Overlap harness

Hybrid scorecard: what each detector contributes on the same benchmark

This page keeps the three subsystems on one board instead of letting them hide behind different datasets. The classifier, RuntimeGate, and trichromatic layer all see the same benchmark set here, so the gap between them is evidence, not storytelling.

March 30, 2026 Hybrid stack RuntimeGate Trichromatic Blind harness

The gate is still carrying most of the lift, but the hybrid matters because it preserves rare catches and keeps miss buckets explicit.

The point of the overlap harness is monotonic evidence.
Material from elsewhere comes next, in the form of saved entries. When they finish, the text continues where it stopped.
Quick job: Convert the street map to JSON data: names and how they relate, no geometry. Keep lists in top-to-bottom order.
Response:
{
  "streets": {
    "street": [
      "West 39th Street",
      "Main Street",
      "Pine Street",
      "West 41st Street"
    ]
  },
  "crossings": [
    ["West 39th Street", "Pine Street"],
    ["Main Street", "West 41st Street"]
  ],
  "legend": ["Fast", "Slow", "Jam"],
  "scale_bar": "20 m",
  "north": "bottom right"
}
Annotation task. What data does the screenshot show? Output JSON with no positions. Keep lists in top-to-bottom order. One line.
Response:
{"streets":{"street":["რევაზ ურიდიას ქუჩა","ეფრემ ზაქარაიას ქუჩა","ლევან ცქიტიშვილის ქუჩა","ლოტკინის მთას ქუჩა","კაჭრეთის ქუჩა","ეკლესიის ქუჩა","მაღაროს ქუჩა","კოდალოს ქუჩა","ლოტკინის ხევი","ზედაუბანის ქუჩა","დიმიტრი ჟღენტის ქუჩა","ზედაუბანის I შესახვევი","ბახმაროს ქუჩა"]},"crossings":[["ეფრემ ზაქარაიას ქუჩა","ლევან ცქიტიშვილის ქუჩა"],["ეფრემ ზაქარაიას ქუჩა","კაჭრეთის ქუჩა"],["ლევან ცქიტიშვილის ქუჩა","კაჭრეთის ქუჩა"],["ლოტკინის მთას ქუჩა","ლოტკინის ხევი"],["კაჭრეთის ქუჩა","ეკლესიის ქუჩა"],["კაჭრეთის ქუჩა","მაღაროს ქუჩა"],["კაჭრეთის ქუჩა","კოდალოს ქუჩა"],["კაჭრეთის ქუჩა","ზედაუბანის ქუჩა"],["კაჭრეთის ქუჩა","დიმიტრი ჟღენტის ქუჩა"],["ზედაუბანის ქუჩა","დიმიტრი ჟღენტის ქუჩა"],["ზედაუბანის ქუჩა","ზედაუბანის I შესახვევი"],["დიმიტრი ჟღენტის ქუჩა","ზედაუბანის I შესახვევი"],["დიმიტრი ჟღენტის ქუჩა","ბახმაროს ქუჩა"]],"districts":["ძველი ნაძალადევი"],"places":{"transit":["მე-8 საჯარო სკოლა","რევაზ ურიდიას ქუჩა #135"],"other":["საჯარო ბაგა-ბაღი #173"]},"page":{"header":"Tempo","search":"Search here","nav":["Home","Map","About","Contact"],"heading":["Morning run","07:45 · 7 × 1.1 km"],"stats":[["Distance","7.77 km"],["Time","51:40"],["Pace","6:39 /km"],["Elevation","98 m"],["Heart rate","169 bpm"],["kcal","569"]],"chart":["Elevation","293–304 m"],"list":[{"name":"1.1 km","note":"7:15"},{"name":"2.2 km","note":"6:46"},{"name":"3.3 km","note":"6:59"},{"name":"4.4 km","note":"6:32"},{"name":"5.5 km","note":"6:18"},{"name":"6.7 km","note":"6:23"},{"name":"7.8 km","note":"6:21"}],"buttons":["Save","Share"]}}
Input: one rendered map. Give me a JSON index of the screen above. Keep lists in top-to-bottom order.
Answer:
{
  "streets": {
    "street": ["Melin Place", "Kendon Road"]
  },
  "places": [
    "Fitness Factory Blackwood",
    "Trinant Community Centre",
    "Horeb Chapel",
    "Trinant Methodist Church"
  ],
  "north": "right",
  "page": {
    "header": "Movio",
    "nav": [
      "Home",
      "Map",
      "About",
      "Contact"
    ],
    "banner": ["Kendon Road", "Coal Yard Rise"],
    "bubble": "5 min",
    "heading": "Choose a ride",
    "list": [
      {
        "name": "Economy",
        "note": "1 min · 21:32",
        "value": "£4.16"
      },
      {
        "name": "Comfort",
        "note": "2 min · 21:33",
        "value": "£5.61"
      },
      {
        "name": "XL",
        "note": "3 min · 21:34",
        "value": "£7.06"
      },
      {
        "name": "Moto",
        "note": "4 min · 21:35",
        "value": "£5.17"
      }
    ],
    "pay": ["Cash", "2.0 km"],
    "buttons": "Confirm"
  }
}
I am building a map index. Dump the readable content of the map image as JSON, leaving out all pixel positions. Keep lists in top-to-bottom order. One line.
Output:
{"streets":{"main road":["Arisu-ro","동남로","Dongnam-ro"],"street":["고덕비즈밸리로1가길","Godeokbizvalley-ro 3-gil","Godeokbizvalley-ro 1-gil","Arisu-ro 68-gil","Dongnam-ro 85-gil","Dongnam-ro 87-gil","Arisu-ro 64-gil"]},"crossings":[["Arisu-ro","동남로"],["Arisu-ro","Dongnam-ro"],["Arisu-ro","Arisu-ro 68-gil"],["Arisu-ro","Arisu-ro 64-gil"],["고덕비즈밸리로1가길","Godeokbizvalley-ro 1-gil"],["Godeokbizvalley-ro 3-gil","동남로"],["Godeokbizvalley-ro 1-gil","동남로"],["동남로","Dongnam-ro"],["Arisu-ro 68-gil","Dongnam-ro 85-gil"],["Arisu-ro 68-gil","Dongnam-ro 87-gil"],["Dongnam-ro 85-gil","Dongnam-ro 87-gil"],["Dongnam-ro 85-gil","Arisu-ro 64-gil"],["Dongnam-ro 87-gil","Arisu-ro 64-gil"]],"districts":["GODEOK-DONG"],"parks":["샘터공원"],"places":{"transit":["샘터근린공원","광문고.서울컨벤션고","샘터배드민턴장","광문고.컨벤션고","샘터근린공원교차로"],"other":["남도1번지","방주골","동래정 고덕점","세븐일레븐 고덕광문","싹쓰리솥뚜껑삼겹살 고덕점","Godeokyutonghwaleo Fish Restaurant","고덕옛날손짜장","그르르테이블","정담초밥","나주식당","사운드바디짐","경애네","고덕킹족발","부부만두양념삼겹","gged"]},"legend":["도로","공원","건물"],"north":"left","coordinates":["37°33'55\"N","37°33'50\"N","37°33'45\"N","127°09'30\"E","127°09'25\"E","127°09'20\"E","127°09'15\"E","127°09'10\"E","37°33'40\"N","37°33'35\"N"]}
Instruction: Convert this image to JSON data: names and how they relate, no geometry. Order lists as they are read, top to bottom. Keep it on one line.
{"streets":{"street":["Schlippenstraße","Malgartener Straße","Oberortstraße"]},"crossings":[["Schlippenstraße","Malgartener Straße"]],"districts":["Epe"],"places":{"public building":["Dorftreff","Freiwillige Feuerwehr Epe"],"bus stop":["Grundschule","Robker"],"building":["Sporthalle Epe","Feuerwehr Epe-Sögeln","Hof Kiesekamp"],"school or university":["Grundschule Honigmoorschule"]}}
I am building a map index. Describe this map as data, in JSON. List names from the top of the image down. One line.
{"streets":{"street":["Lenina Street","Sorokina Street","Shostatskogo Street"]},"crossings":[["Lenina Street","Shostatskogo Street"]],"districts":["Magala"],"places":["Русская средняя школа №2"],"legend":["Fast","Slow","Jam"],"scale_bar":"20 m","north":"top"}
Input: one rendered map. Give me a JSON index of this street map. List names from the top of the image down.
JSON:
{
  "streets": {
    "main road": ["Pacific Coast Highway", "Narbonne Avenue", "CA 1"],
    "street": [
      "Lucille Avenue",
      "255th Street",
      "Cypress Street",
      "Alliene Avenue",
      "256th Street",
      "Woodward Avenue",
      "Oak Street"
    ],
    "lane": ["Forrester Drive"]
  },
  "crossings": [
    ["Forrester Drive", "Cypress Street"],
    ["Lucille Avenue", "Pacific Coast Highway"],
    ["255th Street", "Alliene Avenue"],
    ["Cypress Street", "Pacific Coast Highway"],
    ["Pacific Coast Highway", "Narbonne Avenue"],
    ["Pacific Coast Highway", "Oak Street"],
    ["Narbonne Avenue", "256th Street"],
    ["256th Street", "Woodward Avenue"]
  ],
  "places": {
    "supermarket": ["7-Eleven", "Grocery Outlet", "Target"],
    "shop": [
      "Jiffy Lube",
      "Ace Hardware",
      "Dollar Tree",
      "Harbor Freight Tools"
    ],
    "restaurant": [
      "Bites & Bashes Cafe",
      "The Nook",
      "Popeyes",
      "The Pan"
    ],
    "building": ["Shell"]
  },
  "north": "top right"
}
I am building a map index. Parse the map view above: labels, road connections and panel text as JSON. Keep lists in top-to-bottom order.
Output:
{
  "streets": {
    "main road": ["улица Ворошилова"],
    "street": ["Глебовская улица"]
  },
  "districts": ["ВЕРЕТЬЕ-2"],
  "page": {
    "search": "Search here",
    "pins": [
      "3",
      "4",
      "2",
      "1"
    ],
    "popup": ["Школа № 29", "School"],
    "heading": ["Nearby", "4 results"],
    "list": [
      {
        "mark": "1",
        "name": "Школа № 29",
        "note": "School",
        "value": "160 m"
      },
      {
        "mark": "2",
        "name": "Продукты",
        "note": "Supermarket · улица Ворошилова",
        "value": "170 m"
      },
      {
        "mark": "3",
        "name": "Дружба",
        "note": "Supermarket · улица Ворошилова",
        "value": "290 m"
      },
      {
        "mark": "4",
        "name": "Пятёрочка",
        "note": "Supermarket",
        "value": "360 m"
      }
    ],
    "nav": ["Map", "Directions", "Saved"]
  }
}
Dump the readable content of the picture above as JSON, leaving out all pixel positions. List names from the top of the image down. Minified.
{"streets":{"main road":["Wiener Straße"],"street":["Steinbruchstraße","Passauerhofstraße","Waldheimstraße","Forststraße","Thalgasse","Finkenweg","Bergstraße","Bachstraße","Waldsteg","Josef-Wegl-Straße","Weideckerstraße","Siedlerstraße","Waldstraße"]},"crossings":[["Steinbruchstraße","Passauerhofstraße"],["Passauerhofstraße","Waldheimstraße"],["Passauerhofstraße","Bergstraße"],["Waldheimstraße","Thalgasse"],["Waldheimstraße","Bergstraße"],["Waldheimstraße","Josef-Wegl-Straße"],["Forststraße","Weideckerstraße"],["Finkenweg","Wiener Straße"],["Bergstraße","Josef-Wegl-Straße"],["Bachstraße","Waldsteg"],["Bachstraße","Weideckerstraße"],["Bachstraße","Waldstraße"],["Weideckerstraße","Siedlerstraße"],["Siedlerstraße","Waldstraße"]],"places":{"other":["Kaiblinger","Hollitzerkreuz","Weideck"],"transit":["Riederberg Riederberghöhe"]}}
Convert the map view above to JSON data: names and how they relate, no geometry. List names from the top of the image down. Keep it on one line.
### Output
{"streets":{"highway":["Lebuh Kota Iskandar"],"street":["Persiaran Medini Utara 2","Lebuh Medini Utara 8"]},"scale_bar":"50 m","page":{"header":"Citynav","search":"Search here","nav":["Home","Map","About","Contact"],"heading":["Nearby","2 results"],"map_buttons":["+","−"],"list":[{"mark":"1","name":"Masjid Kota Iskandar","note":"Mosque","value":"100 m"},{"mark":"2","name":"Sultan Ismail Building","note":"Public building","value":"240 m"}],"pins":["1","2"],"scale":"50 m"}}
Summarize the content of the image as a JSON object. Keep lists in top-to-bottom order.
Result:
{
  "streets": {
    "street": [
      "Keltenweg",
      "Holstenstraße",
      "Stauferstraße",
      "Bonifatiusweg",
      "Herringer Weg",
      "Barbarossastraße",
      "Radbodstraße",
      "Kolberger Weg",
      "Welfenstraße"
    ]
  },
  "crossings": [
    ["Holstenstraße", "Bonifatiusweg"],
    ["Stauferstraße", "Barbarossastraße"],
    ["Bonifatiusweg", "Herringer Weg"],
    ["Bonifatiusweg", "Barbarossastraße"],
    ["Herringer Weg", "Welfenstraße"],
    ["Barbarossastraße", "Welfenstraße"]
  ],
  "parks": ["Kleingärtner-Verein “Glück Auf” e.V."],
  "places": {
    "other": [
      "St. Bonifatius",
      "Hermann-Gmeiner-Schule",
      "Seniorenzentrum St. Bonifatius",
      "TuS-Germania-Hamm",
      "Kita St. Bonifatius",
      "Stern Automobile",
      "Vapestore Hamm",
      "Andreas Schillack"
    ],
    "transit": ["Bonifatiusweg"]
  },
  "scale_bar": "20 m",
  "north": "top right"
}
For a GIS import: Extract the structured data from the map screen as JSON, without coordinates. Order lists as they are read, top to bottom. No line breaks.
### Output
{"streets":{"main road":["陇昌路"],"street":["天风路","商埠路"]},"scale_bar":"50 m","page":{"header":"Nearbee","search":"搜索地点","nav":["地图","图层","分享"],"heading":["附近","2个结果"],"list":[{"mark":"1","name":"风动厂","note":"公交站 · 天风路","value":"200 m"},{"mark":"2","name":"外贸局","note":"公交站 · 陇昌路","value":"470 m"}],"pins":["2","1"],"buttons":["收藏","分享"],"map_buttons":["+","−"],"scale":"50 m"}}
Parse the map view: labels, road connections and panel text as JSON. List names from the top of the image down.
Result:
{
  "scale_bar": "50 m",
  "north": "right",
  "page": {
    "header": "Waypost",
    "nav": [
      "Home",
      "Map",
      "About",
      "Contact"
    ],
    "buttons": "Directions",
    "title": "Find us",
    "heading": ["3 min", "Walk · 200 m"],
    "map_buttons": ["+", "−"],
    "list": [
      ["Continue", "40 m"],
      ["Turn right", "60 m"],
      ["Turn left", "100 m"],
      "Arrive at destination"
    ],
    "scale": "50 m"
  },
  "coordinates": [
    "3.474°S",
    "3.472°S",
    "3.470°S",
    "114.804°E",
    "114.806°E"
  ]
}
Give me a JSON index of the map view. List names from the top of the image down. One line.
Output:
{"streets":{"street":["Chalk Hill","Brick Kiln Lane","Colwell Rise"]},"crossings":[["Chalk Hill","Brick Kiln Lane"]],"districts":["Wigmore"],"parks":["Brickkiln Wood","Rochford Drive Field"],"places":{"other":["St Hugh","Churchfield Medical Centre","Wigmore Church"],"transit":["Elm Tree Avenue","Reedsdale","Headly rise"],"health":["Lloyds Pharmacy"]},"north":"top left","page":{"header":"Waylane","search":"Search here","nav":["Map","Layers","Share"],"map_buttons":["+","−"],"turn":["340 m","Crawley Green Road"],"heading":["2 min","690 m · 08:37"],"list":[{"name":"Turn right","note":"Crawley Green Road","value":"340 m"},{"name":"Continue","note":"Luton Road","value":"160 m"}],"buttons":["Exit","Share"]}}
A later council outcome can raise severity, but it cannot silently downgrade a real quarantine that fired earlier in the chain.

34.5%
Classifier raw recall
49%
RuntimeGate recall
6%
Trichromatic recall
54.5%
Hybrid recall
0 / 10
Benign false positives

Same prompts, different detectors

LaneDetectedRateWhat it tells us
classifier_raw69 / 20034.5%Good on public-style attack patterns, weak on SCBE-specific structural families
classifier_overlay14 / 2007%Very conservative live thresholding when used as an overlay instead of a raw label surface
gate98 / 20049%Current backbone for structural and policy-shaped detection
trichromatic12 / 2006%Too weak as a broad detector, but still useful as a structural escalation layer
hybrid109 / 20054.5%Best combined result on this harness after the monotonic-veto fix

Overlap, not intuition

The overlap table is where the real story lives. Most caught attacks are coming from the gate, but there are still rare union-only catches worth preserving.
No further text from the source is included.